Top of RECORD EXTRACTS

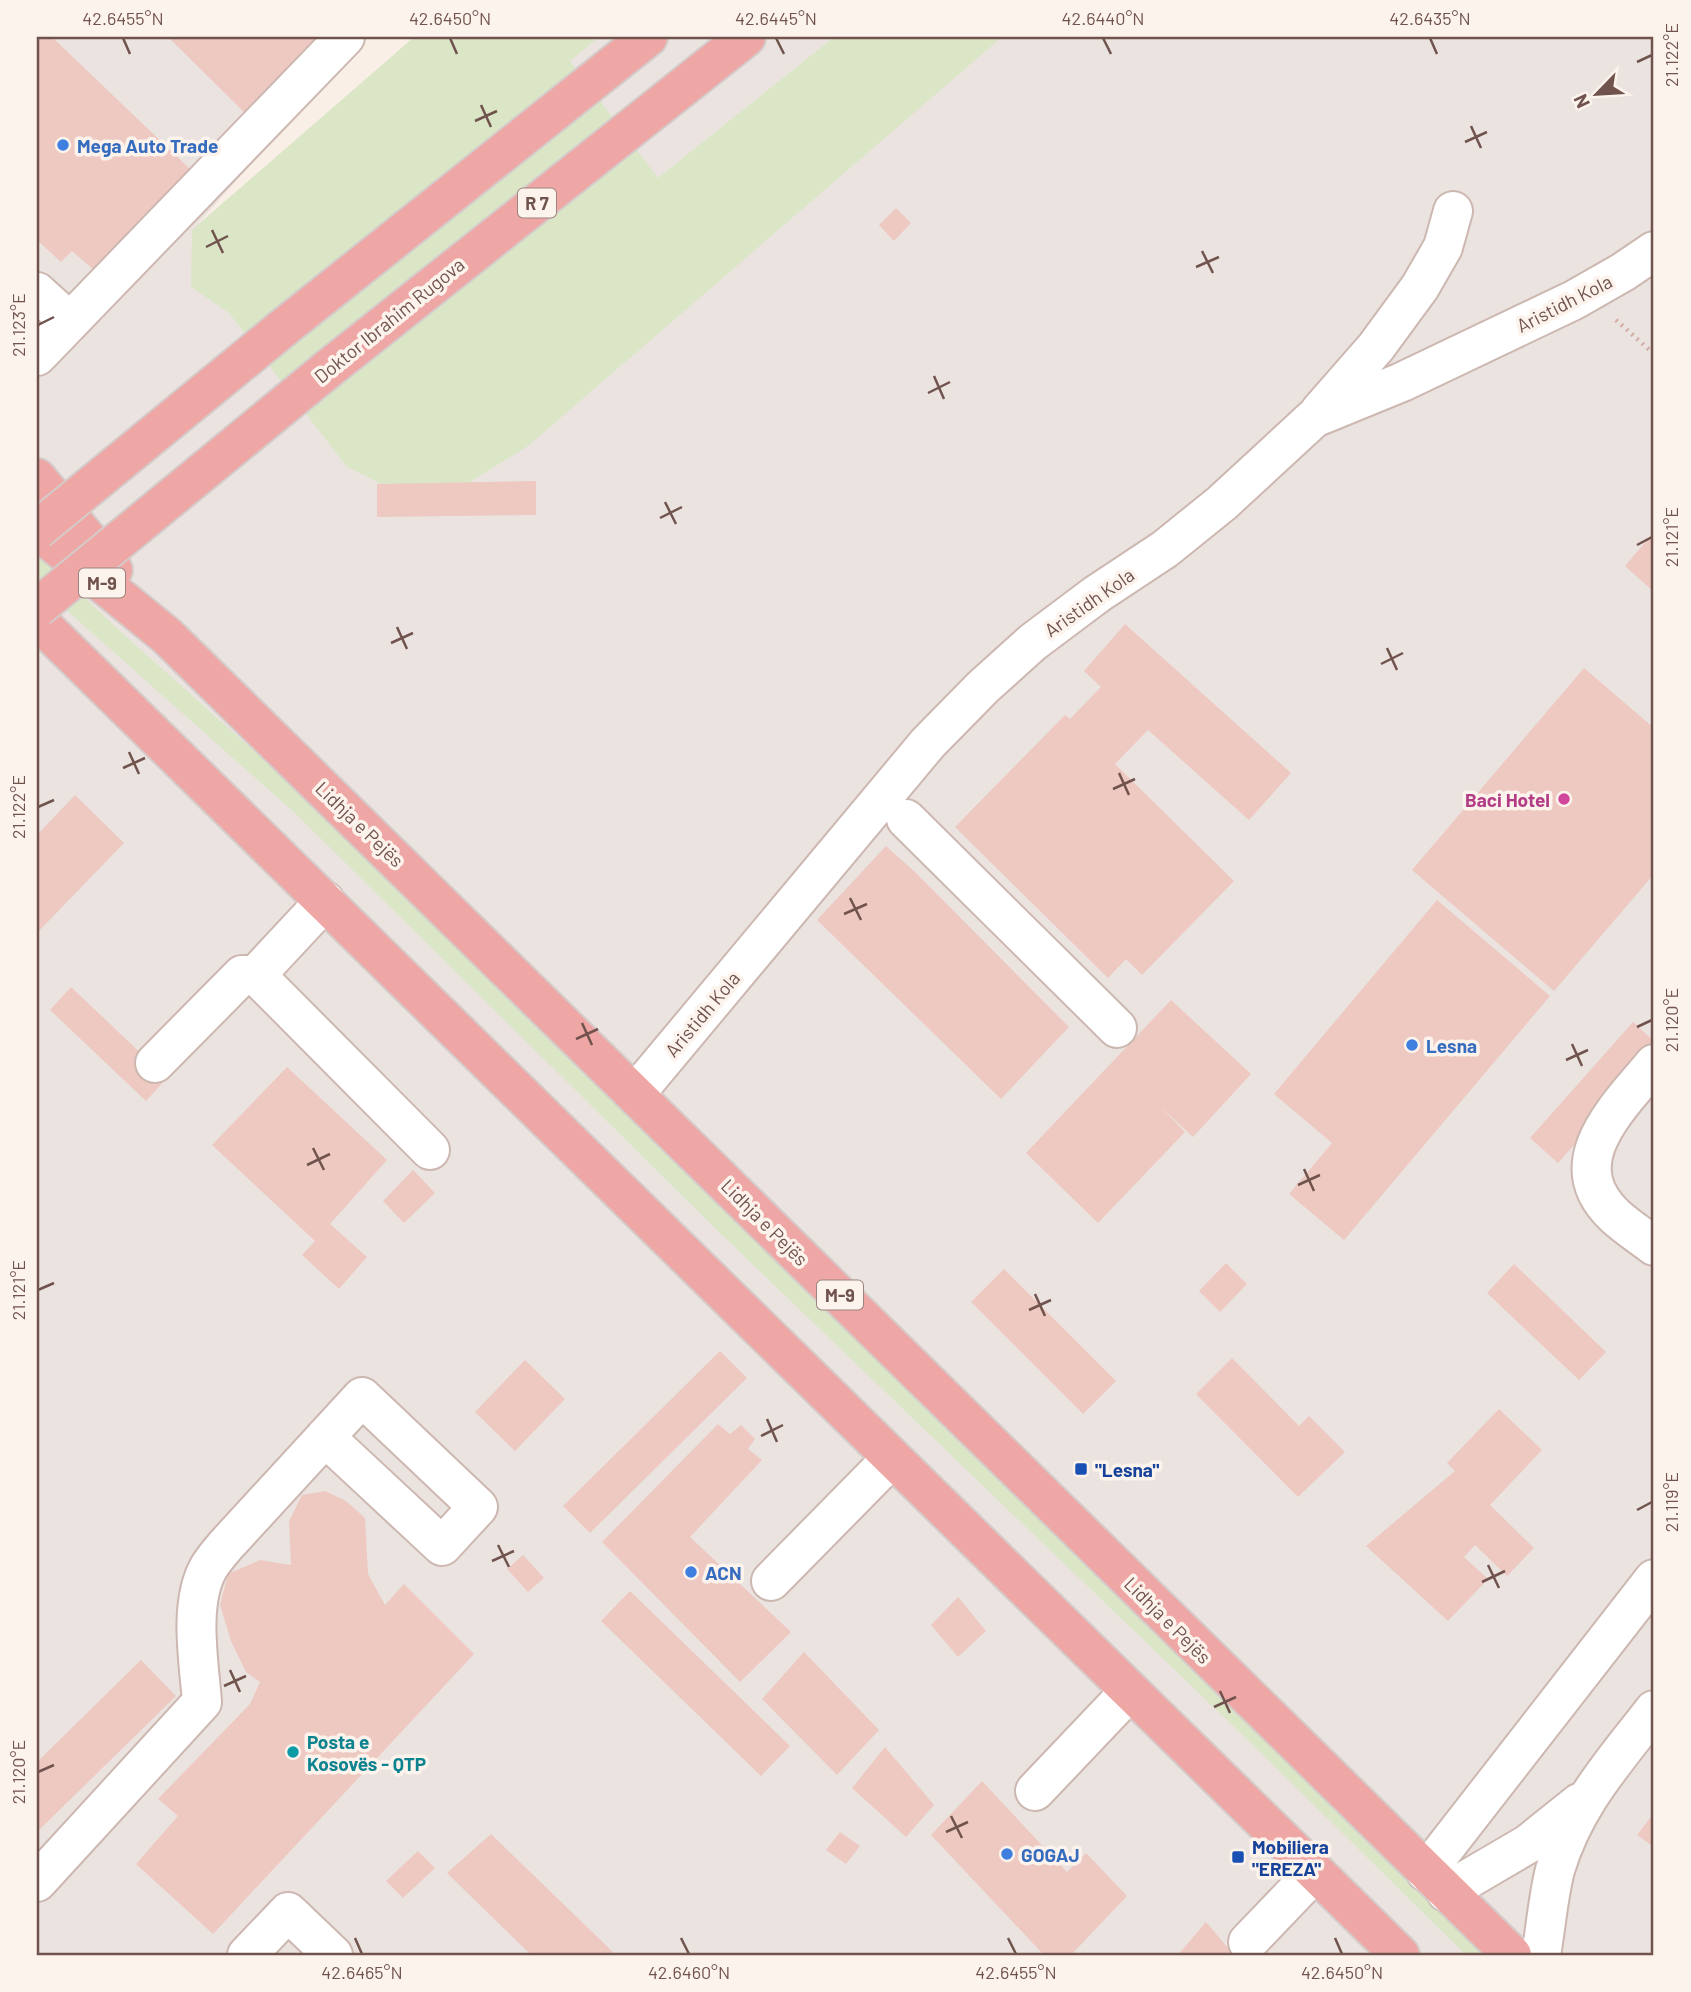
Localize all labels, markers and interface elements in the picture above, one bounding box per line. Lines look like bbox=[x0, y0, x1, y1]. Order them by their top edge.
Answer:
text: 42.6455°N bbox=[82, 7, 164, 29]
text: 42.6450°N bbox=[409, 7, 491, 29]
text: 42.6445°N bbox=[735, 7, 817, 29]
text: 42.6440°N bbox=[1062, 7, 1144, 29]
text: 42.6435°N bbox=[1389, 7, 1471, 29]
text: 21.122°E bbox=[1660, 23, 1682, 87]
north arrow bbox=[1562, 60, 1632, 130]
text: N bbox=[1568, 91, 1594, 112]
place label: Mega Auto Trade bbox=[77, 134, 218, 157]
marker: Mega Auto Trade bbox=[55, 137, 71, 153]
road number: R 7 bbox=[518, 188, 556, 218]
street label: Doktor Ibrahim Rugova bbox=[309, 252, 469, 388]
street label: Aristidh Kola bbox=[1512, 269, 1616, 337]
text: 21.123°E bbox=[7, 293, 29, 357]
text: 21.121°E bbox=[1660, 507, 1682, 567]
street label: Aristidh Kola bbox=[1040, 563, 1138, 641]
road number: M-9 bbox=[79, 568, 125, 598]
text: 21.122°E bbox=[7, 775, 29, 839]
street label: Lidhja e Pejës bbox=[311, 776, 409, 872]
place label: Baci Hotel bbox=[1465, 788, 1550, 811]
marker: Baci Hotel bbox=[1556, 791, 1572, 807]
street label: Aristidh Kola bbox=[660, 967, 744, 1061]
text: 21.120°E bbox=[1660, 988, 1682, 1052]
place label: Lesna bbox=[1426, 1034, 1477, 1057]
marker: Lesna bbox=[1404, 1037, 1420, 1053]
street label: Lidhja e Pejës bbox=[717, 1174, 813, 1270]
text: 21.121°E bbox=[7, 1260, 29, 1320]
road number: M-9 bbox=[817, 1280, 863, 1310]
place label: "Lesna" bbox=[1095, 1458, 1159, 1481]
marker: "Lesna" bbox=[1073, 1461, 1089, 1477]
text: 21.119°E bbox=[1660, 1472, 1682, 1532]
place label: ACN bbox=[705, 1561, 742, 1584]
marker: ACN bbox=[683, 1564, 699, 1580]
street label: Lidhja e Pejës bbox=[1120, 1572, 1216, 1668]
place label: Posta e Kosovës - QTP bbox=[307, 1730, 426, 1775]
text: 21.120°E bbox=[7, 1740, 29, 1804]
marker: Posta e Kosovës - QTP bbox=[285, 1744, 301, 1760]
place label: Mobiliera "EREZA" bbox=[1252, 1835, 1329, 1880]
place label: GOGAJ bbox=[1021, 1843, 1080, 1866]
marker: GOGAJ bbox=[999, 1846, 1015, 1862]
marker: Mobiliera "EREZA" bbox=[1230, 1849, 1246, 1865]
text: 42.6465°N bbox=[321, 1961, 403, 1983]
text: 42.6460°N bbox=[648, 1961, 730, 1983]
text: 42.6455°N bbox=[975, 1961, 1057, 1983]
text: 42.6450°N bbox=[1301, 1961, 1383, 1983]

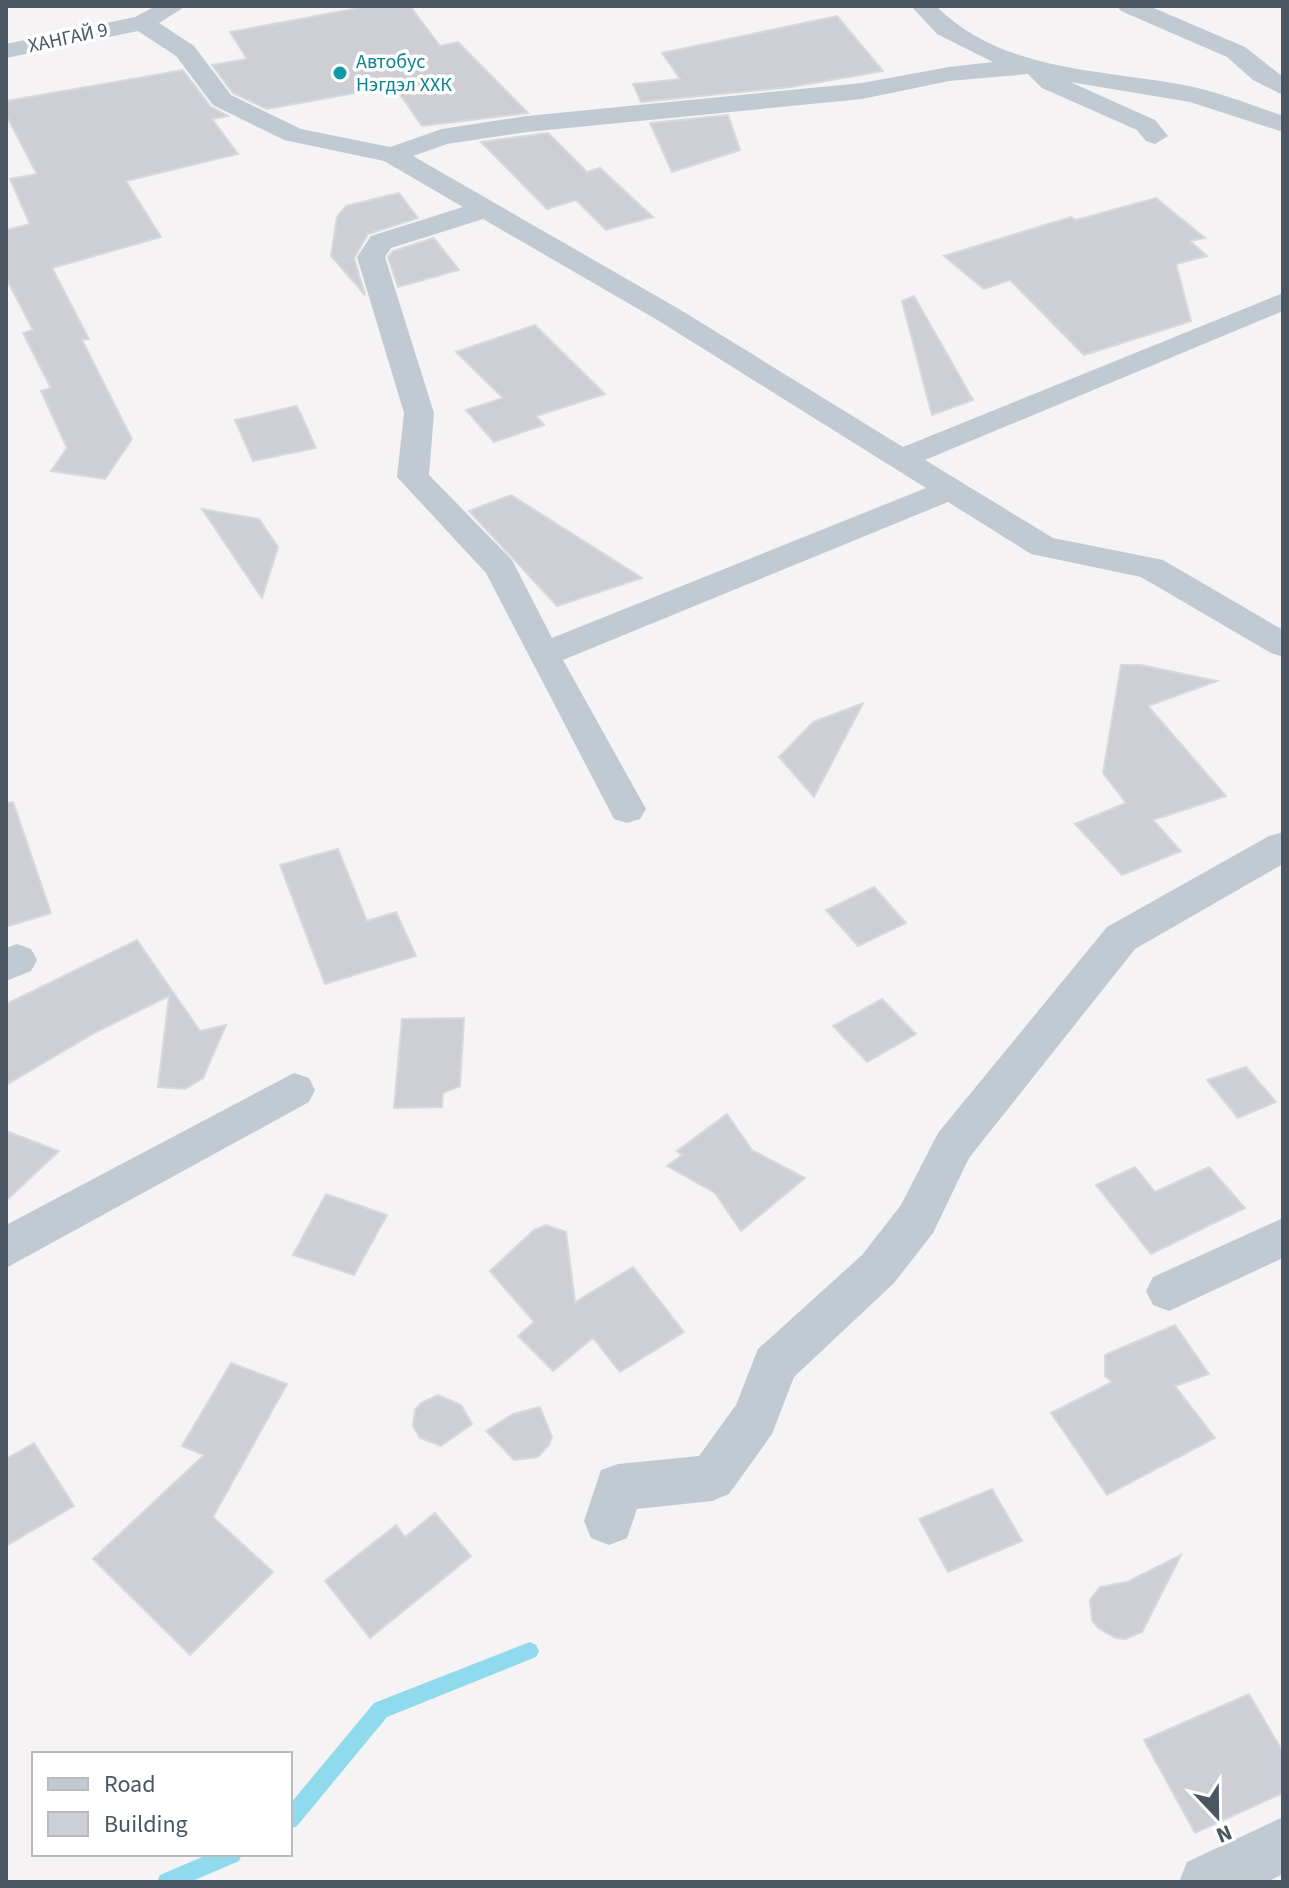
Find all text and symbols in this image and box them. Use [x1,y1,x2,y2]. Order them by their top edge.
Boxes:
street label: ХАНГАЙ 9 [26,16,110,60]
place label: Автобус Нэгдэл ХХК [356,48,452,99]
marker: Автобус Нэгдэл ХХК [331,64,349,82]
legend [32,1752,292,1856]
text: Road [104,1767,156,1802]
north arrow [1177,1776,1257,1856]
text: Building [104,1807,188,1842]
text: N [1211,1816,1237,1851]

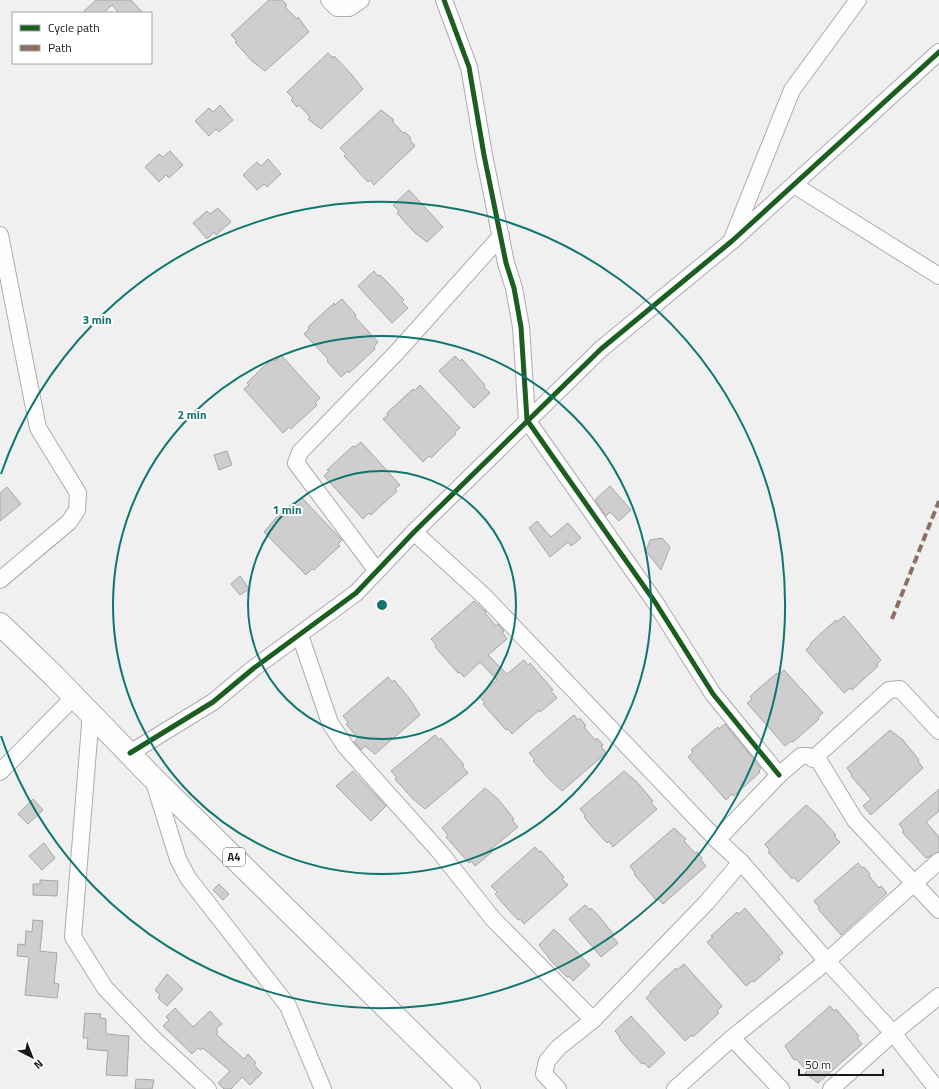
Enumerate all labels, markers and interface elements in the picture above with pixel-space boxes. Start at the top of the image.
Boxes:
legend [12,12,152,64]
text: Cycle path [48,18,100,37]
text: Path [48,38,72,57]
text: 3 min [82,310,112,329]
text: 2 min [177,405,207,424]
text: 1 min [272,500,302,519]
centre of rings [375,598,389,612]
road number: A4 [223,848,245,866]
north arrow [12,1037,52,1077]
scale bar [799,1051,883,1077]
text: 50 m [805,1055,831,1074]
text: N [31,1056,47,1073]

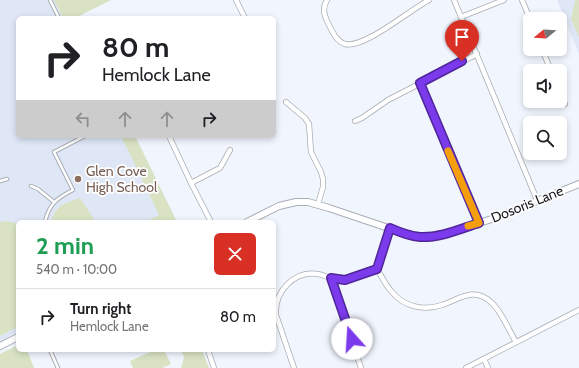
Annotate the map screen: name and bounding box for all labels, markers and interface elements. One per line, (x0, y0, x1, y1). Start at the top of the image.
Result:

Bottom of RECORD EXTRACTS

» EXERCISE DIRECTIONS:
Everything in the records above except the pictures is to be reproduced word for word.

» ANSWER SECTION:
Localize all labels, markers and interface elements in the picture above, one bounding box per line. Lines look like bbox=[x0, y0, x1, y1]. Order them by their top edge.
Answer:
text: 42.6455°N bbox=[82, 7, 164, 29]
text: 42.6450°N bbox=[409, 7, 491, 29]
text: 42.6445°N bbox=[735, 7, 817, 29]
text: 42.6440°N bbox=[1062, 7, 1144, 29]
text: 42.6435°N bbox=[1389, 7, 1471, 29]
text: 21.122°E bbox=[1660, 23, 1682, 87]
north arrow bbox=[1562, 60, 1632, 130]
text: N bbox=[1568, 91, 1594, 112]
place label: Mega Auto Trade bbox=[77, 134, 218, 157]
marker: Mega Auto Trade bbox=[55, 137, 71, 153]
road number: R 7 bbox=[518, 188, 556, 218]
street label: Doktor Ibrahim Rugova bbox=[309, 252, 469, 388]
street label: Aristidh Kola bbox=[1512, 269, 1616, 337]
text: 21.123°E bbox=[7, 293, 29, 357]
text: 21.121°E bbox=[1660, 507, 1682, 567]
street label: Aristidh Kola bbox=[1040, 563, 1138, 641]
road number: M-9 bbox=[79, 568, 125, 598]
text: 21.122°E bbox=[7, 775, 29, 839]
street label: Lidhja e Pejës bbox=[311, 776, 409, 872]
place label: Baci Hotel bbox=[1465, 788, 1550, 811]
marker: Baci Hotel bbox=[1556, 791, 1572, 807]
street label: Aristidh Kola bbox=[660, 967, 744, 1061]
text: 21.120°E bbox=[1660, 988, 1682, 1052]
place label: Lesna bbox=[1426, 1034, 1477, 1057]
marker: Lesna bbox=[1404, 1037, 1420, 1053]
street label: Lidhja e Pejës bbox=[717, 1174, 813, 1270]
text: 21.121°E bbox=[7, 1260, 29, 1320]
road number: M-9 bbox=[817, 1280, 863, 1310]
place label: "Lesna" bbox=[1095, 1458, 1159, 1481]
marker: "Lesna" bbox=[1073, 1461, 1089, 1477]
text: 21.119°E bbox=[1660, 1472, 1682, 1532]
place label: ACN bbox=[705, 1561, 742, 1584]
marker: ACN bbox=[683, 1564, 699, 1580]
street label: Lidhja e Pejës bbox=[1120, 1572, 1216, 1668]
place label: Posta e Kosovës - QTP bbox=[307, 1730, 426, 1775]
text: 21.120°E bbox=[7, 1740, 29, 1804]
marker: Posta e Kosovës - QTP bbox=[285, 1744, 301, 1760]
place label: Mobiliera "EREZA" bbox=[1252, 1835, 1329, 1880]
place label: GOGAJ bbox=[1021, 1843, 1080, 1866]
marker: GOGAJ bbox=[999, 1846, 1015, 1862]
marker: Mobiliera "EREZA" bbox=[1230, 1849, 1246, 1865]
text: 42.6465°N bbox=[321, 1961, 403, 1983]
text: 42.6460°N bbox=[648, 1961, 730, 1983]
text: 42.6455°N bbox=[975, 1961, 1057, 1983]
text: 42.6450°N bbox=[1301, 1961, 1383, 1983]

Find all text and symbols in this image and box them. Use [x1,y1,x2,y2]. Order them by their top edge.
Boxes:
street label: ХАНГАЙ 9 [26,16,110,60]
place label: Автобус Нэгдэл ХХК [356,48,452,99]
marker: Автобус Нэгдэл ХХК [331,64,349,82]
legend [32,1752,292,1856]
text: Road [104,1767,156,1802]
north arrow [1177,1776,1257,1856]
text: Building [104,1807,188,1842]
text: N [1211,1816,1237,1851]

Enumerate all labels, markers and interface elements in the picture above with pixel-space boxes. Start at the top of the image.
Boxes:
legend [12,12,152,64]
text: Cycle path [48,18,100,37]
text: Path [48,38,72,57]
text: 3 min [82,310,112,329]
text: 2 min [177,405,207,424]
text: 1 min [272,500,302,519]
centre of rings [375,598,389,612]
road number: A4 [223,848,245,866]
north arrow [12,1037,52,1077]
scale bar [799,1051,883,1077]
text: 50 m [805,1055,831,1074]
text: N [31,1056,47,1073]

Annotate the map screen: name and bounding box for all labels, markers and interface elements. One per line, (x0, y0, x1, y1). Start at the top of the image.
Result:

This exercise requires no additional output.